### Work instructions
Search the data for the string "canvas" and extract every line where it appears.

### Records supplied
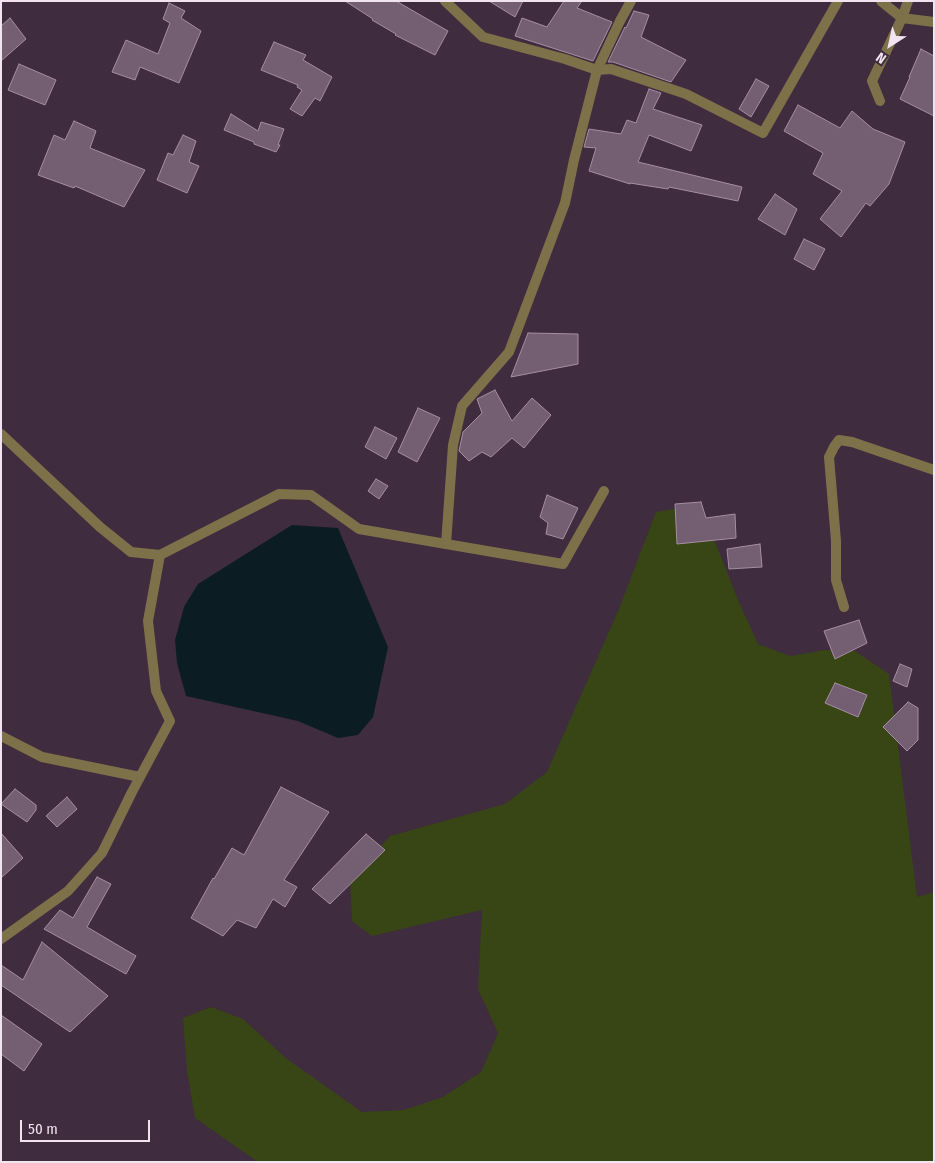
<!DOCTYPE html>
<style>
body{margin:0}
#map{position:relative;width:935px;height:1163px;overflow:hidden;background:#3f2c3e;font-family:"Fira Sans Condensed",sans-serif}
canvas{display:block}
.frame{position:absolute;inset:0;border:2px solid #f1e4f0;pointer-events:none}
.north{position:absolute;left:865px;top:20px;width:50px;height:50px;-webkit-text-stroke:4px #3f2c3e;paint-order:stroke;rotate:215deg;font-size:14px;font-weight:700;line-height:20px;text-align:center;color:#f1e4f0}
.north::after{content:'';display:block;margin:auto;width:18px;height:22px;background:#f1e4f0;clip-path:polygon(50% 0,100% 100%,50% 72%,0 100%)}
.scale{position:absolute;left:20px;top:1120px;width:130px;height:22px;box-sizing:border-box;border:2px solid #f1e4f0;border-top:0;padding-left:6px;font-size:15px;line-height:18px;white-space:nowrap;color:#f1e4f0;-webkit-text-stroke:4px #3f2c3e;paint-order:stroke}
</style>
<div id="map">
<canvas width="935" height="1163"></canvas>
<div class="frame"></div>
<div class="north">N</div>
<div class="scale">50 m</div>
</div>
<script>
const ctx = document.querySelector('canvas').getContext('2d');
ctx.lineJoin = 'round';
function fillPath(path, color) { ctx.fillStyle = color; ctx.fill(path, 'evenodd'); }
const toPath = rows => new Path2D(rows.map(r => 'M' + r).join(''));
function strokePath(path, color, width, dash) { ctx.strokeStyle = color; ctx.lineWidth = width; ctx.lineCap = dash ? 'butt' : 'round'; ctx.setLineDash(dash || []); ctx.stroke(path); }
const green = toPath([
 [691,506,716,544,738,600,758,644,790,656,825,650,855,651,889,674,917,897,934,892,934,1162,258,1162,195,1118,187,1071,183,1018,211,1007,243,1019,287,1059,362,1112,404,1110,443,1097,481,1072,498,1033,478,989,482,910,372,936,352,921,350,880,390,836,505,804,547,772,619,609,656,512]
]);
const water = toPath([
 [292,525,338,528,388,647,373,717,358,735,338,738,298,721,186,696,177,663,175,640,184,607,198,584]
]);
const building = toPath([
 [345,1,396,1,448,31,435,55,395,35,396,34,372,20,373,19,345,1],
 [489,1,523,1,515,17,489,1],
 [564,1,582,1,577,8,612,22,593,61,515,36,522,18,547,27,564,1],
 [169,3,185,11,181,18,201,31,179,83,140,67,135,80,112,72,126,40,158,54,170,23,163,19,169,3],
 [634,11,649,15,641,37,686,60,671,82,613,62,608,62,625,27,626,28,634,11],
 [10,18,26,39,1,61,1,26,10,18],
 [274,42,306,55,303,60,332,77,320,101,315,98,302,116,290,109,302,90,297,87,298,85,261,70,274,42],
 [921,49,934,56,934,116,900,99,910,77,909,77,921,49],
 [19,64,56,80,45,105,8,90,19,64],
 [756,79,769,86,751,117,739,109,756,79],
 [649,89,661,93,653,109,702,125,691,151,649,135,638,162,742,187,738,201,669,187,668,189,630,183,630,184,589,171,596,148,584,147,589,129,621,134,627,120,636,123,649,89],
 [798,105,840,128,852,111,873,129,905,142,889,184,870,206,866,203,841,237,820,219,842,191,813,174,823,153,784,131,798,105],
 [231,114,258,131,261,122,284,129,278,145,280,145,276,152,254,144,254,142,224,130,231,114],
 [74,121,96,131,90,148,145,170,124,207,75,186,74,188,38,175,54,135,65,140,74,121],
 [183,135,196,141,189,162,199,166,187,193,157,180,168,153,173,155,183,135],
 [775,194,797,209,785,235,758,219,775,194],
 [804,239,825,249,814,270,794,259,804,239],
 [528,333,578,334,578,364,511,377,528,333],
 [495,390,512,421,532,398,551,415,524,448,512,438,491,457,482,452,469,461,459,451,463,432,482,413,477,399,495,390],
 [418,408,440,418,417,462,398,452,418,408],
 [375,427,397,438,386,459,365,447,375,427],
 [376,479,388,486,379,499,368,491,376,479],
 [547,495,578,508,563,539,546,534,548,523,540,517,547,495],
 [701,502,706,518,735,514,736,538,677,544,675,504,701,502],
 [760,544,762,567,729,569,727,549,760,544],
 [859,620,867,643,835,659,824,631,859,620],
 [900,664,912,669,907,687,893,681,900,664],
 [835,683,867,695,858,717,825,703,835,683],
 [908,702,918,708,918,740,907,751,883,727,908,702],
 [281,787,329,812,284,880,297,887,285,907,273,899,256,928,237,920,223,936,191,918,213,878,214,879,232,848,244,855,281,787],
 [15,789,36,805,36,810,27,822,1,804,15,789],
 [67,797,77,809,57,827,46,816,67,797],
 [1,833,23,858,1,878,1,833],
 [366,834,385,850,330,904,312,889,366,834],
 [97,877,111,884,87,927,136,956,126,974,44,929,60,910,73,918,97,877],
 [42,942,108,996,70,1032,1,985,1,965,23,980,42,942],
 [1,1015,42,1044,24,1071,1,1054,1,1015]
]);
const service = toPath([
 [597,70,620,21,631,1],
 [880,101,872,81,902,18],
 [446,544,563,564,604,491]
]);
const minor = toPath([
 [445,1,483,37,565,59,597,70,611,69,686,94,763,133,838,1],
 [881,1,902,18,934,22],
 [902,18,908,1],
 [1,434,100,527,131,552,160,555,279,494,311,495,359,529,446,544,453,445,462,406,509,352,565,203,574,160,597,70],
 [844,607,836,580,836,541,829,457,834,447,839,440,852,442,934,470],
 [1,736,42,757,140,777],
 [1,939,68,891,102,853,132,792,170,721,156,691,148,621,160,555]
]);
fillPath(green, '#384514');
fillPath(water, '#0b1d22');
fillPath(building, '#745e72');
strokePath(building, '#a68ea3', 1);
strokePath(service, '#7d714a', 10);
strokePath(minor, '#7d714a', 10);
</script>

### Task response
canvas{display:block}
<canvas width="935" height="1163"></canvas>
const ctx = document.querySelector('canvas').getContext('2d');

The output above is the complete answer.